Few studies analyzed gender-related differences in short- and long-term mortality of ICU patients and found inconsistent results. A large Swedish ICU study showed that male gender was associated with higher consumption of ICU resources and longer ICU stay, but with similar short-term mortality compared to women [6]. On the contrary, male gender was associated with improved in-hospital survival in a study on sepsis and septic shock [7]. Other ICU studies did not find relevant differences in short- and long-term survival between women and men [8, 9].
Even fewer data are available for gender-related differences in long-term survival after critical illness. Moreover, long-term survival is mostly dependent on the burden of comorbidities after ICU discharge, which may vary across genders, as recently described by our group and others [5, 9]. Therefore, whether the gender itself or the associated demographic and clinical characteristics may influence the long-term survival of critically ill patients is unknown.
The primary aim of this French and euRopean Outcome reGistry in Intensive Care Unit (FROG-ICU) sub-study was to test the hypothesis that gender is independently associated with long-term survival of critically ill patients.
Materials and methods
Study design
FROG-ICU was a prospective, observational, multi-center cohort designed to investigate long-term mortality of critically ill adult patients. The study was performed in accordance with Good Clinical Practice and the Declaration of Helsinki 2002, validated by the corresponding ethical committees and registered on ClinicalTrials.gov (NCT01367093).
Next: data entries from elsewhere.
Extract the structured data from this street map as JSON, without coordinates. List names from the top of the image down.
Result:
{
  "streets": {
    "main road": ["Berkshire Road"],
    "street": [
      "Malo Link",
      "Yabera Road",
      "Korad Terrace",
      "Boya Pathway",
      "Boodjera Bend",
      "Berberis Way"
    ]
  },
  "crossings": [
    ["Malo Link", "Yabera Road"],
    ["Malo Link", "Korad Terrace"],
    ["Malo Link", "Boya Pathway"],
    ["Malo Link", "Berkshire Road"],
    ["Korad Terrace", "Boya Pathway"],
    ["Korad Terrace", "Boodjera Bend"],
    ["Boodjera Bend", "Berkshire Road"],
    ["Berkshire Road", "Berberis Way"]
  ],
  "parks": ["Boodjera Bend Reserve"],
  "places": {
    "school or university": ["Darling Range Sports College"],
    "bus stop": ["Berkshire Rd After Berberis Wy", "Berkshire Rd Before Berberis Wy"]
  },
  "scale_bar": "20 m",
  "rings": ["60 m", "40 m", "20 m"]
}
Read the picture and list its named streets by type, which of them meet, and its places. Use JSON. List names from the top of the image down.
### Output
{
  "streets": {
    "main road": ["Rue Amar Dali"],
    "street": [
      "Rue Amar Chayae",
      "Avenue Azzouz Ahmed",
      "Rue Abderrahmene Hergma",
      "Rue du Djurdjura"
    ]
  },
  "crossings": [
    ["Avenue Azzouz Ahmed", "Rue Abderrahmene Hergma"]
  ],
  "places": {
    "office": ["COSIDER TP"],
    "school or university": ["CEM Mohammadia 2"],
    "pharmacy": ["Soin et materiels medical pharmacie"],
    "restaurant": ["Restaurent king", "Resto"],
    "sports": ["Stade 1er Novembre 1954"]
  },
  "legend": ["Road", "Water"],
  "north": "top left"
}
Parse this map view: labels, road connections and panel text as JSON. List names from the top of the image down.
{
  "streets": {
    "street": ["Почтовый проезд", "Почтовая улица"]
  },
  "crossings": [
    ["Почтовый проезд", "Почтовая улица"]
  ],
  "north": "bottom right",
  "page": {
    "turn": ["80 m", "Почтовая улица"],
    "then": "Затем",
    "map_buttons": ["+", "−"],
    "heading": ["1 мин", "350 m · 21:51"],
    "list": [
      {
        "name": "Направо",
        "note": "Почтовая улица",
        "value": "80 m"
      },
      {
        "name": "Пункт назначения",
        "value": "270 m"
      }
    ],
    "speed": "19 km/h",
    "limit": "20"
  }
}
Patients were recruited from August 2011 to June 2013.
The study design was published previously [10]. Briefly, all consecutive patients admitted to any of the 28 participating ICUs in 19 hospitals in France and Belgium were screened for eligibility. Inclusion criteria were requirement for invasive mechanical ventilation and/or vasopressor or inotrope drug support for more than 24 h following ICU admission. Exclusion criteria were age less than 18 years, severe head injury, brain death or persistent vegetative state, organ transplantation in the last 12 months and/or lack of social security coverage.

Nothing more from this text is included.